⟨

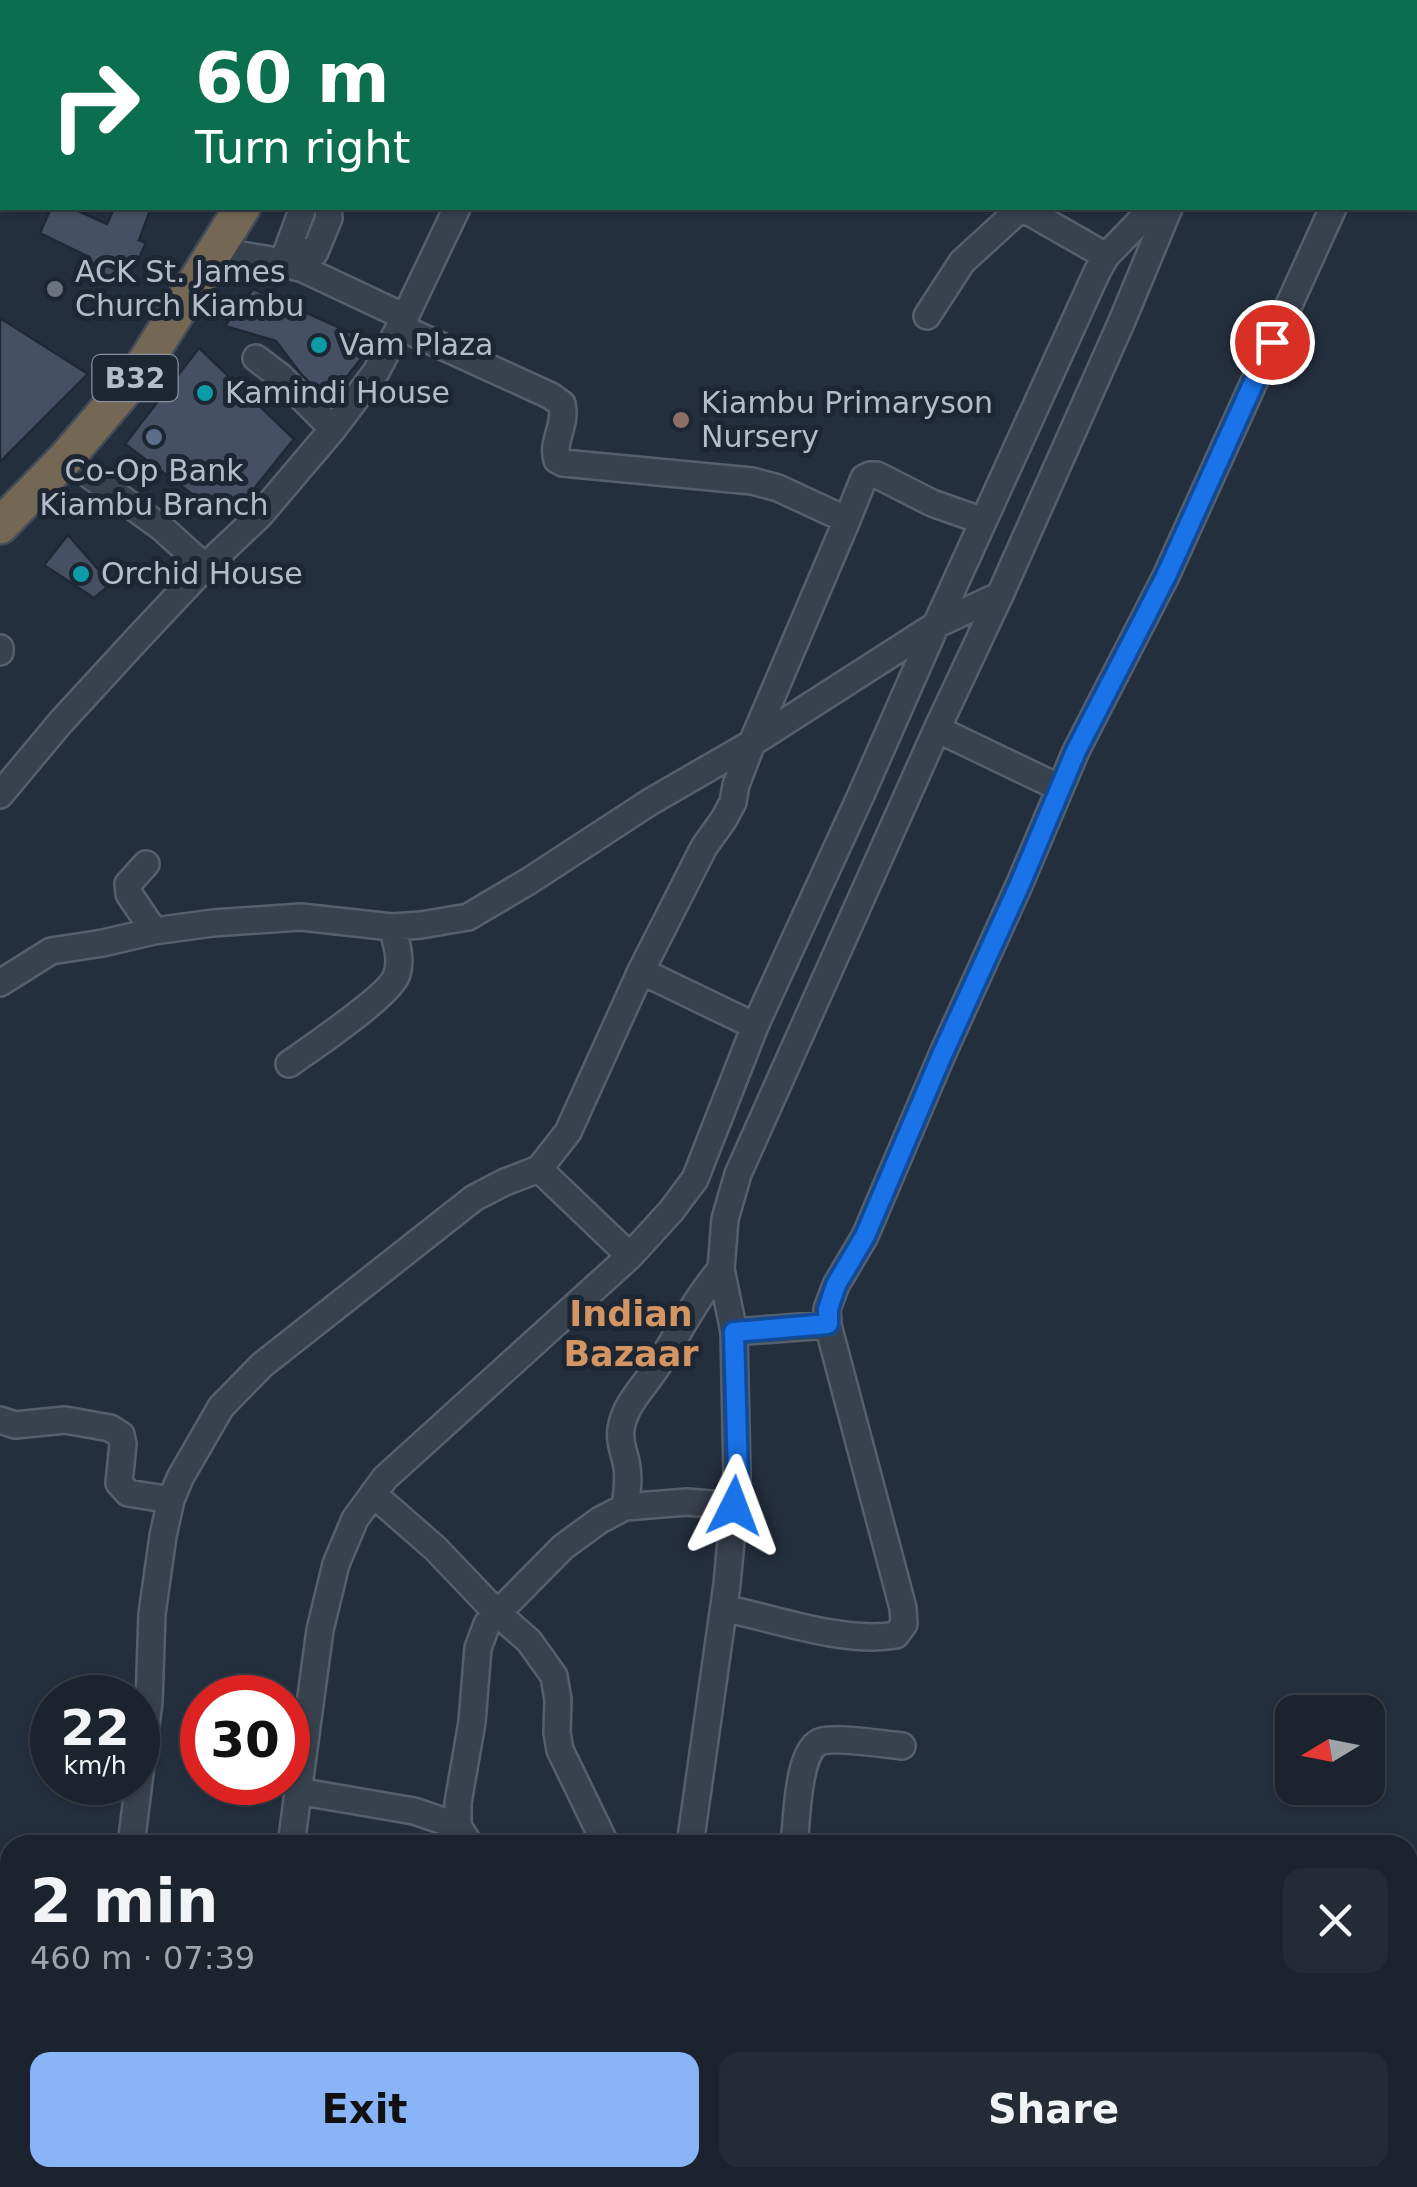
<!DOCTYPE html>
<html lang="en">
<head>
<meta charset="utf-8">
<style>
  :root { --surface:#1b232e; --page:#242b36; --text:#f1f3f6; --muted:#a0a4aa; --line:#39404a; --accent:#8ab4f8 }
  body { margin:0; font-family:"DejaVu Sans",sans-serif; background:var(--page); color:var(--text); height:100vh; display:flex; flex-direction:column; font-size:38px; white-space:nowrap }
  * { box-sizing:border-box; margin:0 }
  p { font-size:32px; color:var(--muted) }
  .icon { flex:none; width:55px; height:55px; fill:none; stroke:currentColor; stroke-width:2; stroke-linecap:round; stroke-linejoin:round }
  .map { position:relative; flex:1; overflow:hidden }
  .drawer { position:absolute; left:0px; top:1835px; width:1418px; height:352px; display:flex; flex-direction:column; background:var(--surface); border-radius:30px 30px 0 0; box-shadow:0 2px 8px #0004,0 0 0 2px var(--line) }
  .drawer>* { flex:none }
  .hud { position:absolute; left:0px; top:0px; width:1418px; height:210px; box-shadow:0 2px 8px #0004,0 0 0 2px var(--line); background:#0b6e4f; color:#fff; overflow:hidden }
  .needle { width:65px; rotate:260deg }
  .tools { position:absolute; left:1275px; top:1695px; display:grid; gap:20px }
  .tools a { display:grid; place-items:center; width:110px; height:110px; border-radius:20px; background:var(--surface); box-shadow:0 2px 8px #0004,0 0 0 2px var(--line); font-size:50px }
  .speed { position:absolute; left:30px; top:1675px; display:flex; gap:20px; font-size:50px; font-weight:700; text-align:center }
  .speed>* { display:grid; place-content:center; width:130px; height:130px; border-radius:50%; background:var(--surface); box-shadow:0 2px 8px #0004,0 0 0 2px var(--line); line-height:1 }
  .speed small { font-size:25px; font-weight:400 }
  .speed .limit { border:15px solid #d22; background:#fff; color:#111 }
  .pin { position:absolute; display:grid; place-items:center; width:85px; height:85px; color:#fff; margin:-42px; border:5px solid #fff; border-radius:50%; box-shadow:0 2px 10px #0007 }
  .me { position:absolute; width:110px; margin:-55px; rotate:3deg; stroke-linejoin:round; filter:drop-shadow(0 0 8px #0008) }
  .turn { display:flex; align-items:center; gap:35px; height:210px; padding:0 30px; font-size:45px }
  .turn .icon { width:130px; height:130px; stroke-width:2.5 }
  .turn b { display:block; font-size:70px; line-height:85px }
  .round { display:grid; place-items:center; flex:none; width:105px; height:105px; border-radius:20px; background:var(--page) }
  .headline { display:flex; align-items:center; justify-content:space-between; height:170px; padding:0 30px }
  h1 { font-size:60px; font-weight:700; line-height:75px }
  .action { display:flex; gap:20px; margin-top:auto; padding:20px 30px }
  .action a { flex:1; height:115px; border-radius:20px; background:var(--accent); color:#111; font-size:40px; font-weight:700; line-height:115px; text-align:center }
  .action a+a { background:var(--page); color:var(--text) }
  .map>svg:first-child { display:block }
  .building { fill:#455162; stroke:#1f2835; stroke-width:2.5 }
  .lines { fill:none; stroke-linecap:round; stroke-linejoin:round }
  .minor-casing { stroke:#565f6c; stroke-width:30 }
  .highway-casing { stroke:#434c59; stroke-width:40 }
  .minor { stroke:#38414e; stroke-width:25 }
  .highway { stroke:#746855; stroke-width:35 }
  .route-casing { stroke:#114b97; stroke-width:25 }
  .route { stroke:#1a73e8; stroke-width:18 }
  .worship-dot { fill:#6b7280; stroke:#1d2633; stroke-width:4 }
  .culture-dot { fill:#0f9aa8; stroke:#1d2633; stroke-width:4 }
  .education-dot { fill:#8d6e63; stroke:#1d2633; stroke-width:4 }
  .service-dot { fill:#5c6f8a; stroke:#1d2633; stroke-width:4 }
  .labels { text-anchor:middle; stroke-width:10; stroke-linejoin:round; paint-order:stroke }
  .shield { fill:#1d2633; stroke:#878f9c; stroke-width:2.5 }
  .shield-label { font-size:28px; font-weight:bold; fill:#b4bcc9 }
  .poi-label { font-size:30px; fill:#b4bcc9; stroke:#1d2633; text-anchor:start }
  .quarter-label { font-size:35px; font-weight:bold; fill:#d59563; stroke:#1d2633 }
</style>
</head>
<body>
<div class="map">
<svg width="1417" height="2187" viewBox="0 0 1417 2187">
  <rect width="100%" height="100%" fill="#242f3e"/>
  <path class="building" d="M51 208H72L107 224 114 208H151L139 240 146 243 136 264 109 276 85 267 89 257 40 233Z
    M253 289 356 335 361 359 336 390 321 394 301 374 276 341 225 326Z
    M0 318 88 374 0 462Z
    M199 348 294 439 228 521 125 444Z
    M68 535 111 584 94 598 44 565Z"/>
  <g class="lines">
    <g class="minor-casing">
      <path id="minor" d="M162 0 166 2
        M283 2 284 0
        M547 2V0
        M1279 2 1280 0
        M1415 87H1417
        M1022 208 1106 256
        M290 247 311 254 315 252 329 218 328 208
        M215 251 266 259 303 269 405 317
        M284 259 303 208
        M927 316 962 262 1021 208
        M256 358 281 377 333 429
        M66 458 162 528 205 567
        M847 520 864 478 870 475H877L932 503 983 521
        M0 648V652
        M937 729 1060 788
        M0 795 60 723 140 636 205 567 260 515 333 429 376 372 405 317 457 208
        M146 864 128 884 129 894 154 931
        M641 971 755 1026
        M0 983 51 951 103 943 154 931 213 923 301 917 392 927 421 925 468 917 529 881 650 802 752 743 936 625 1097 272 1106 256 1153 208
        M289 1064C310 1049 392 994 397 974 402 958 396 942 392 927
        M539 1169 630 1256
        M734 1332 828 1325
        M0 1420 15 1425 65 1420 110 1428 121 1435 123 1444 119 1483 128 1493 171 1500
        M373 1494 435 1548 497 1613 529 1641 554 1676 558 1700 557 1733 560 1750 606 1845
        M625 1507C627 1493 629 1481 627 1467 625 1453 619 1444 621 1429 625 1404 643 1388 656 1368 678 1335 695 1299 721 1269
        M724 1608C775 1619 845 1644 896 1635L904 1624 903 1608 828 1325 827 1309 836 1285 865 1236 942 1055 1020 883 1076 751 1166 576 1333 208
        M297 1791 414 1811 458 1826
        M131 1845 149 1702 152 1614 163 1536 171 1500 180 1478 221 1407 262 1365 474 1198 505 1182 539 1169 568 1132 641 971 704 847 724 819 733 802 736 785 752 743 847 520 778 488 752 481 563 463 557 460C551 442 567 425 562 404L551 396 400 327
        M291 1845 320 1630 336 1564 355 1519 385 1478 630 1256 671 1211 695 1179 755 1026 861 795 936 625 1000 595
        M470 1845 458 1826V1803L472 1722 478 1648 487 1624 563 1547 600 1520 625 1507 687 1502 734 1506
        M690 1845 727 1584 737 1476 734 1332 721 1269 725 1219 738 1174 937 729 1000 595 1122 321 1169 208
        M794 1845C797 1822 797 1747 822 1741 840 1737 881 1744 902 1746
        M178 2178 210 2187
        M618 2187 620 2178"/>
    </g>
    <g class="highway-casing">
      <path id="highway" d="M328 2 329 0
        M0 526 66 458 138 374 242 208"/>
    </g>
    <use href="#minor" class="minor"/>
    <use href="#highway" class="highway"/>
  </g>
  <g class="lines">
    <g class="route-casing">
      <path id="route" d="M734 1506 738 1476 734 1332 828 1324V1309L836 1285 865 1236 942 1055 1020 884 1076 751 1166 576 1272 342"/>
    </g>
    <use href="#route" class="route"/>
  </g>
  <circle class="worship-dot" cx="55" cy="289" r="10"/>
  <g class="culture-dot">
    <circle cx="319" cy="345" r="10"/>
    <circle cx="205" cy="393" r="10"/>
    <circle cx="81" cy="574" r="10"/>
  </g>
  <circle class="education-dot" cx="681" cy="420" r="10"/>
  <circle class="service-dot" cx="154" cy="437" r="10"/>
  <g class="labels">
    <rect class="shield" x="92.5" y="355" width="85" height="46" rx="8"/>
    <g class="shield-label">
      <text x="135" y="388">B32</text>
    </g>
    <g class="poi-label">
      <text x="75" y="282">ACK St. James<tspan x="75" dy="34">Church Kiambu</tspan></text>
      <text x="339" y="355">Vam Plaza</text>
      <text x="225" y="403">Kamindi House</text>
      <text x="701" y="413">Kiambu Primaryson<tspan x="701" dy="34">Nursery</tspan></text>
      <text x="154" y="481" text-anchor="middle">Co-Op Bank<tspan x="154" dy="34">Kiambu Branch</tspan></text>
      <text x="101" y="584">Orchid House</text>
    </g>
    <g class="quarter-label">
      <text x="631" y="1326">Indian<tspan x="631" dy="40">Bazaar</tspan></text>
    </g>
  </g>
</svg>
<div class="tools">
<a><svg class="needle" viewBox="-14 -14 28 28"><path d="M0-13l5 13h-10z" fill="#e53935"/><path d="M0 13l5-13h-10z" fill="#a0a4aa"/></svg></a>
</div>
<div class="speed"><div>22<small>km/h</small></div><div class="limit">30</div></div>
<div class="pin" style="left:1272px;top:342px;background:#d93025"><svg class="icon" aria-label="arrive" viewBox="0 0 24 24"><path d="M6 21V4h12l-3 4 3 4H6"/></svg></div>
<svg class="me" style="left:734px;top:1506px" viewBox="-20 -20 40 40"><path d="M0-17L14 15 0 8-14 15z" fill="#1a73e8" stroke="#fff" stroke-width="4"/></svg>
<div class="hud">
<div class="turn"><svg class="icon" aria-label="right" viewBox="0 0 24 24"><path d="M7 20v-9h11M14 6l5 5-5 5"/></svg><div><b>60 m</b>Turn right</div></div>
</div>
<section class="drawer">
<div class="headline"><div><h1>2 min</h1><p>460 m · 07:39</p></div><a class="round"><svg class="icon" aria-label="close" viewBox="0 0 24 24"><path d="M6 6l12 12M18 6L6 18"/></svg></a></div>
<div class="action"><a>Exit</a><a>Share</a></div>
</section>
</div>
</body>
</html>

⟩

Return a word-for-word copy of the lines above from the one holding "font-size:28px; font-weight:bold; fill:#b4bcc9" through the one holding "M641 971 755 1026", with both of them included and nothing besides.

  .shield-label { font-size:28px; font-weight:bold; fill:#b4bcc9 }
  .poi-label { font-size:30px; fill:#b4bcc9; stroke:#1d2633; text-anchor:start }
  .quarter-label { font-size:35px; font-weight:bold; fill:#d59563; stroke:#1d2633 }
</style>
</head>
<body>
<div class="map">
<svg width="1417" height="2187" viewBox="0 0 1417 2187">
  <rect width="100%" height="100%" fill="#242f3e"/>
  <path class="building" d="M51 208H72L107 224 114 208H151L139 240 146 243 136 264 109 276 85 267 89 257 40 233Z
    M253 289 356 335 361 359 336 390 321 394 301 374 276 341 225 326Z
    M0 318 88 374 0 462Z
    M199 348 294 439 228 521 125 444Z
    M68 535 111 584 94 598 44 565Z"/>
  <g class="lines">
    <g class="minor-casing">
      <path id="minor" d="M162 0 166 2
        M283 2 284 0
        M547 2V0
        M1279 2 1280 0
        M1415 87H1417
        M1022 208 1106 256
        M290 247 311 254 315 252 329 218 328 208
        M215 251 266 259 303 269 405 317
        M284 259 303 208
        M927 316 962 262 1021 208
        M256 358 281 377 333 429
        M66 458 162 528 205 567
        M847 520 864 478 870 475H877L932 503 983 521
        M0 648V652
        M937 729 1060 788
        M0 795 60 723 140 636 205 567 260 515 333 429 376 372 405 317 457 208
        M146 864 128 884 129 894 154 931
        M641 971 755 1026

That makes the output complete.